[Opening INFORMATION SHOWN section]
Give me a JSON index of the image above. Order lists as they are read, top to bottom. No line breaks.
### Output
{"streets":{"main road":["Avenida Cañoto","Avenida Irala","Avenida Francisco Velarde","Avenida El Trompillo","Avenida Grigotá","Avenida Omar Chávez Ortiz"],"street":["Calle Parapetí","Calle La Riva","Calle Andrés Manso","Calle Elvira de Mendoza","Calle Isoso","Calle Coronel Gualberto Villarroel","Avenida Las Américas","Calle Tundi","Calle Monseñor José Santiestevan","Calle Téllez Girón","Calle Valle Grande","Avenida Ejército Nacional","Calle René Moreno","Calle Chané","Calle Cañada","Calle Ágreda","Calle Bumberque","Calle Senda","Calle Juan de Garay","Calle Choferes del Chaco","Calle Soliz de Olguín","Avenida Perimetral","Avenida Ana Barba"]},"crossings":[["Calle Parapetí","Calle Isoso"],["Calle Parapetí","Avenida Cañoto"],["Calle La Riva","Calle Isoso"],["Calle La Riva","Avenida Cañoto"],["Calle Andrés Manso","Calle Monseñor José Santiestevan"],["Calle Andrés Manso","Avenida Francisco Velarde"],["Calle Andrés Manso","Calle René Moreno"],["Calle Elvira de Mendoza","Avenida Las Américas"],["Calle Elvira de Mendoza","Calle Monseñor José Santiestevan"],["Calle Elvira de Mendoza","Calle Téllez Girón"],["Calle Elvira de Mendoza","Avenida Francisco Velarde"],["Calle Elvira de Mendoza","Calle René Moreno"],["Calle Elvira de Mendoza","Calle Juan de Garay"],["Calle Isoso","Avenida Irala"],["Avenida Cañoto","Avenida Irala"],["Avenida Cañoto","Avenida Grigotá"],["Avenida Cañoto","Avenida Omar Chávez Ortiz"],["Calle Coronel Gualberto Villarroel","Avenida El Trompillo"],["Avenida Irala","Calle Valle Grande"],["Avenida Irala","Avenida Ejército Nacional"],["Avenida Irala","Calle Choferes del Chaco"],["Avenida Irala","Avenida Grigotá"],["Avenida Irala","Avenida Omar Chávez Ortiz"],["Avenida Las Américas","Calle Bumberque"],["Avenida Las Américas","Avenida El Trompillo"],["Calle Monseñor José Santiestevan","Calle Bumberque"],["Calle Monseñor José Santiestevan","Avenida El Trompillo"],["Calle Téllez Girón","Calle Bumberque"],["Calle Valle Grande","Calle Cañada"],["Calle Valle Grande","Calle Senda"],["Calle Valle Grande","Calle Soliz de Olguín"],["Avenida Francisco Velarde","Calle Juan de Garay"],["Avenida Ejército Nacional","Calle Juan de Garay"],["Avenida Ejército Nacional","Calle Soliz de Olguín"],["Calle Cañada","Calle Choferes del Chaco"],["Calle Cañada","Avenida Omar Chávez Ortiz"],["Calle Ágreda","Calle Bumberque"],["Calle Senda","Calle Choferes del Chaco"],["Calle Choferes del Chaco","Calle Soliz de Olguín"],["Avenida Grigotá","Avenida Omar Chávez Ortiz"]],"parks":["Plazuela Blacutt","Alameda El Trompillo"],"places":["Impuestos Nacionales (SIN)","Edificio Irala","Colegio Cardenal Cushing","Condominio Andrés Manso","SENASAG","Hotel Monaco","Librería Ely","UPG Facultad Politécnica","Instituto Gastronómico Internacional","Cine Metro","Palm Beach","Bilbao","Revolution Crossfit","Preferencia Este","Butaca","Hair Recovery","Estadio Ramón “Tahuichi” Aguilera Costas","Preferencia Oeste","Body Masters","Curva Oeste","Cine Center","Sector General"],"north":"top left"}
[Closing INFORMATION SHOWN section]
**DIRECTIONS**
For each line in the listing, return it exactly as shown.

**THE ANSWER**
Give me a JSON index of the image above. Order lists as they are read, top to bottom. No line breaks.
### Output
{"streets":{"main road":["Avenida Cañoto","Avenida Irala","Avenida Francisco Velarde","Avenida El Trompillo","Avenida Grigotá","Avenida Omar Chávez Ortiz"],"street":["Calle Parapetí","Calle La Riva","Calle Andrés Manso","Calle Elvira de Mendoza","Calle Isoso","Calle Coronel Gualberto Villarroel","Avenida Las Américas","Calle Tundi","Calle Monseñor José Santiestevan","Calle Téllez Girón","Calle Valle Grande","Avenida Ejército Nacional","Calle René Moreno","Calle Chané","Calle Cañada","Calle Ágreda","Calle Bumberque","Calle Senda","Calle Juan de Garay","Calle Choferes del Chaco","Calle Soliz de Olguín","Avenida Perimetral","Avenida Ana Barba"]},"crossings":[["Calle Parapetí","Calle Isoso"],["Calle Parapetí","Avenida Cañoto"],["Calle La Riva","Calle Isoso"],["Calle La Riva","Avenida Cañoto"],["Calle Andrés Manso","Calle Monseñor José Santiestevan"],["Calle Andrés Manso","Avenida Francisco Velarde"],["Calle Andrés Manso","Calle René Moreno"],["Calle Elvira de Mendoza","Avenida Las Américas"],["Calle Elvira de Mendoza","Calle Monseñor José Santiestevan"],["Calle Elvira de Mendoza","Calle Téllez Girón"],["Calle Elvira de Mendoza","Avenida Francisco Velarde"],["Calle Elvira de Mendoza","Calle René Moreno"],["Calle Elvira de Mendoza","Calle Juan de Garay"],["Calle Isoso","Avenida Irala"],["Avenida Cañoto","Avenida Irala"],["Avenida Cañoto","Avenida Grigotá"],["Avenida Cañoto","Avenida Omar Chávez Ortiz"],["Calle Coronel Gualberto Villarroel","Avenida El Trompillo"],["Avenida Irala","Calle Valle Grande"],["Avenida Irala","Avenida Ejército Nacional"],["Avenida Irala","Calle Choferes del Chaco"],["Avenida Irala","Avenida Grigotá"],["Avenida Irala","Avenida Omar Chávez Ortiz"],["Avenida Las Américas","Calle Bumberque"],["Avenida Las Américas","Avenida El Trompillo"],["Calle Monseñor José Santiestevan","Calle Bumberque"],["Calle Monseñor José Santiestevan","Avenida El Trompillo"],["Calle Téllez Girón","Calle Bumberque"],["Calle Valle Grande","Calle Cañada"],["Calle Valle Grande","Calle Senda"],["Calle Valle Grande","Calle Soliz de Olguín"],["Avenida Francisco Velarde","Calle Juan de Garay"],["Avenida Ejército Nacional","Calle Juan de Garay"],["Avenida Ejército Nacional","Calle Soliz de Olguín"],["Calle Cañada","Calle Choferes del Chaco"],["Calle Cañada","Avenida Omar Chávez Ortiz"],["Calle Ágreda","Calle Bumberque"],["Calle Senda","Calle Choferes del Chaco"],["Calle Choferes del Chaco","Calle Soliz de Olguín"],["Avenida Grigotá","Avenida Omar Chávez Ortiz"]],"parks":["Plazuela Blacutt","Alameda El Trompillo"],"places":["Impuestos Nacionales (SIN)","Edificio Irala","Colegio Cardenal Cushing","Condominio Andrés Manso","SENASAG","Hotel Monaco","Librería Ely","UPG Facultad Politécnica","Instituto Gastronómico Internacional","Cine Metro","Palm Beach","Bilbao","Revolution Crossfit","Preferencia Este","Butaca","Hair Recovery","Estadio Ramón “Tahuichi” Aguilera Costas","Preferencia Oeste","Body Masters","Curva Oeste","Cine Center","Sector General"],"north":"top left"}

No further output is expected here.